§ YOUR TASK
Output a character-exact copy of the data, images removed.
---*---
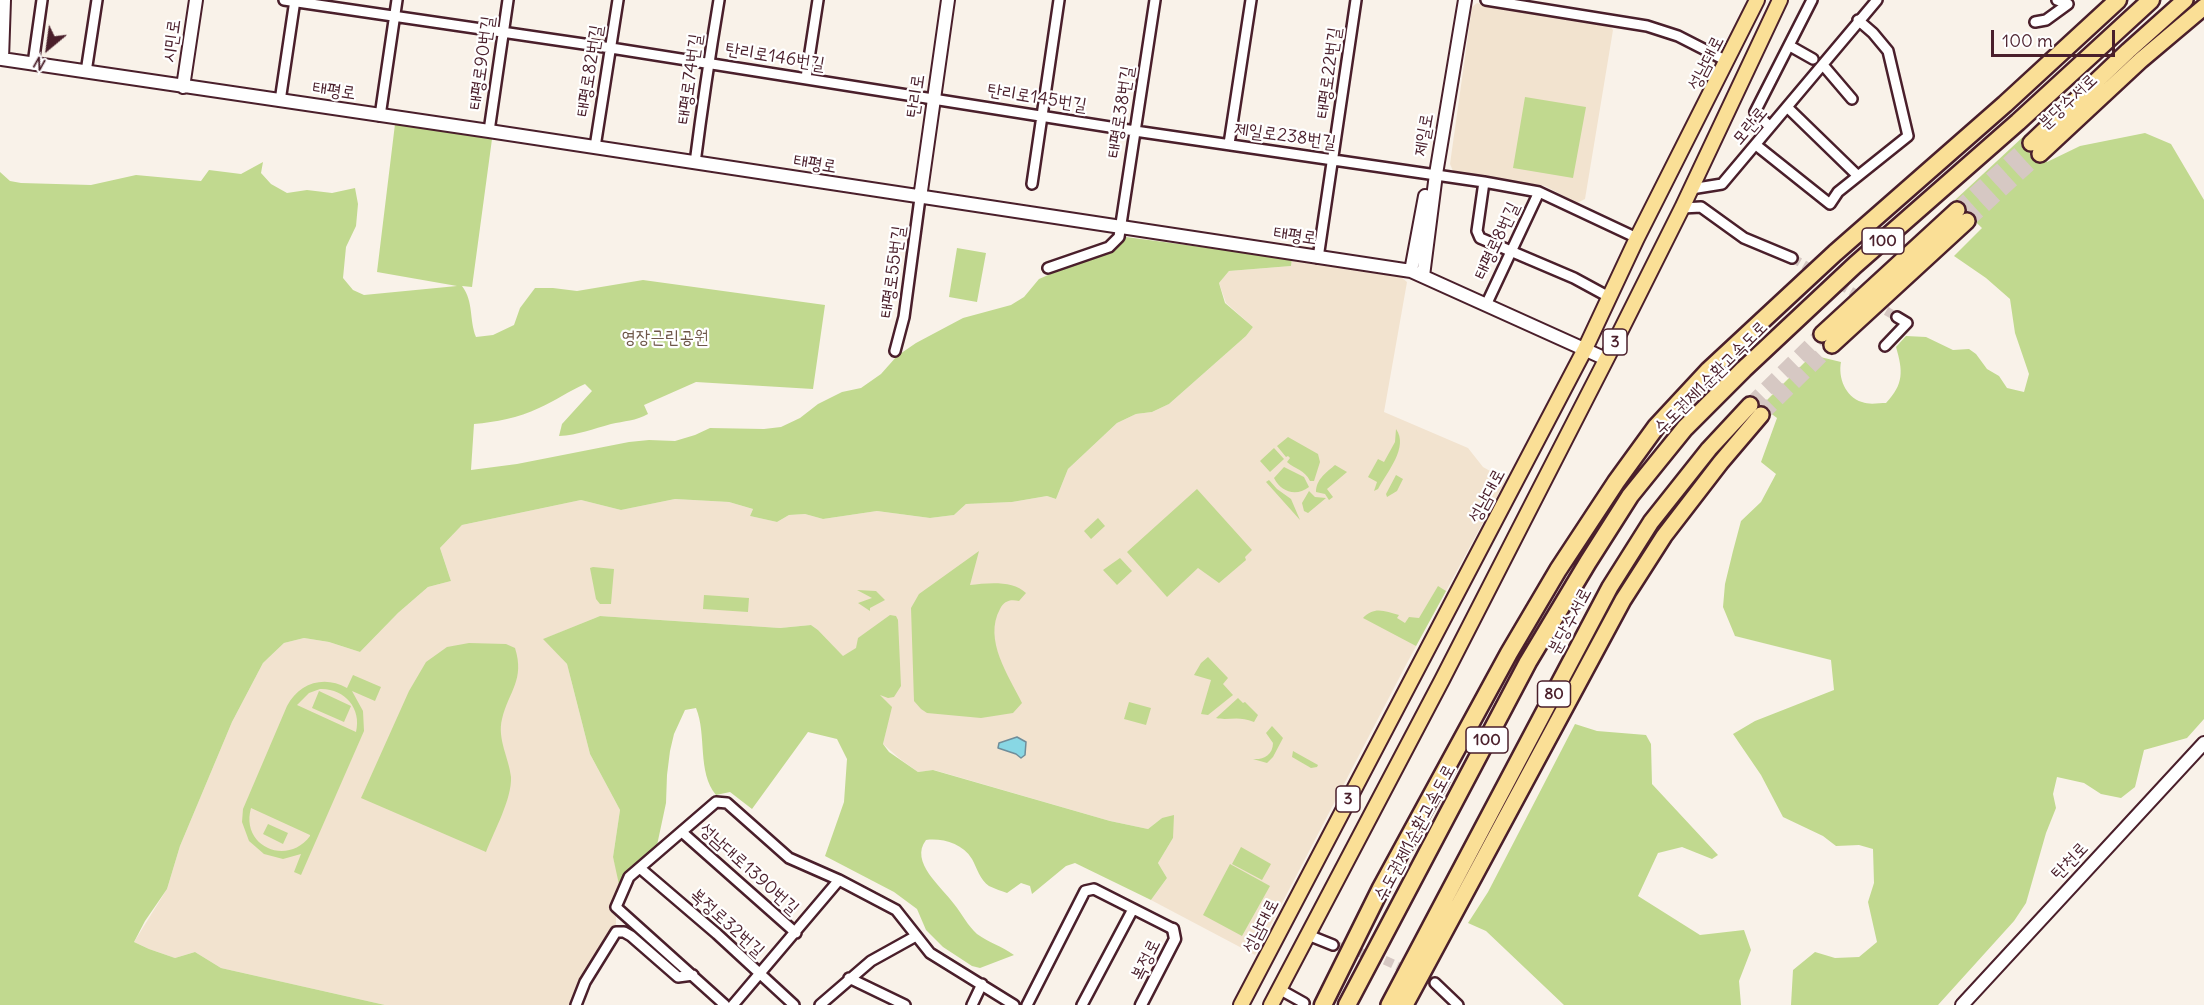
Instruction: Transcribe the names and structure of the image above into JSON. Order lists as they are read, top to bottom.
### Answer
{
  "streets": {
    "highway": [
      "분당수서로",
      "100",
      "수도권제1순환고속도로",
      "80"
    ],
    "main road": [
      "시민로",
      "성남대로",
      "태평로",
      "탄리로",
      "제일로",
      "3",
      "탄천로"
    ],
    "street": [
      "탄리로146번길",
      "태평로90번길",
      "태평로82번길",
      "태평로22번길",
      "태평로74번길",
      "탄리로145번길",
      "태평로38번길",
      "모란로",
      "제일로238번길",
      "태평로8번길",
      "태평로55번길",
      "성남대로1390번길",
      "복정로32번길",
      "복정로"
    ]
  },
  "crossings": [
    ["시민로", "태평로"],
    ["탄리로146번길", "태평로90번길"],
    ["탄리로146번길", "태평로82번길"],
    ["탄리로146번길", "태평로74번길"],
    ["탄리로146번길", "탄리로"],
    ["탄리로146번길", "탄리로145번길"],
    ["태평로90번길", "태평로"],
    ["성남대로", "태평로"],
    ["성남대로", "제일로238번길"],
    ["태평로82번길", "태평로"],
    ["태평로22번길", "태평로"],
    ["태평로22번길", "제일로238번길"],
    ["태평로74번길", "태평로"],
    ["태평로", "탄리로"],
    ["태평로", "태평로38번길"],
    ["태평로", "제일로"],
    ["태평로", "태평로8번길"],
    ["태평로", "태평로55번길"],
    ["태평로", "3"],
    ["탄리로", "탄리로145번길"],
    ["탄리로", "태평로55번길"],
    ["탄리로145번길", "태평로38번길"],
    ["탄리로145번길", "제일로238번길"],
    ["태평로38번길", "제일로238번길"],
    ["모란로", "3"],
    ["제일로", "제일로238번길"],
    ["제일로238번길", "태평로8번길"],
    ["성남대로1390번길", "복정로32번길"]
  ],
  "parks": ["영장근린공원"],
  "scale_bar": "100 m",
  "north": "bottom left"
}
---*---
§ THE COMPLETED TASK
Instruction: Transcribe the names and structure of the image above into JSON. Order lists as they are read, top to bottom.
### Answer
{
  "streets": {
    "highway": [
      "분당수서로",
      "100",
      "수도권제1순환고속도로",
      "80"
    ],
    "main road": [
      "시민로",
      "성남대로",
      "태평로",
      "탄리로",
      "제일로",
      "3",
      "탄천로"
    ],
    "street": [
      "탄리로146번길",
      "태평로90번길",
      "태평로82번길",
      "태평로22번길",
      "태평로74번길",
      "탄리로145번길",
      "태평로38번길",
      "모란로",
      "제일로238번길",
      "태평로8번길",
      "태평로55번길",
      "성남대로1390번길",
      "복정로32번길",
      "복정로"
    ]
  },
  "crossings": [
    ["시민로", "태평로"],
    ["탄리로146번길", "태평로90번길"],
    ["탄리로146번길", "태평로82번길"],
    ["탄리로146번길", "태평로74번길"],
    ["탄리로146번길", "탄리로"],
    ["탄리로146번길", "탄리로145번길"],
    ["태평로90번길", "태평로"],
    ["성남대로", "태평로"],
    ["성남대로", "제일로238번길"],
    ["태평로82번길", "태평로"],
    ["태평로22번길", "태평로"],
    ["태평로22번길", "제일로238번길"],
    ["태평로74번길", "태평로"],
    ["태평로", "탄리로"],
    ["태평로", "태평로38번길"],
    ["태평로", "제일로"],
    ["태평로", "태평로8번길"],
    ["태평로", "태평로55번길"],
    ["태평로", "3"],
    ["탄리로", "탄리로145번길"],
    ["탄리로", "태평로55번길"],
    ["탄리로145번길", "태평로38번길"],
    ["탄리로145번길", "제일로238번길"],
    ["태평로38번길", "제일로238번길"],
    ["모란로", "3"],
    ["제일로", "제일로238번길"],
    ["제일로238번길", "태평로8번길"],
    ["성남대로1390번길", "복정로32번길"]
  ],
  "parks": ["영장근린공원"],
  "scale_bar": "100 m",
  "north": "bottom left"
}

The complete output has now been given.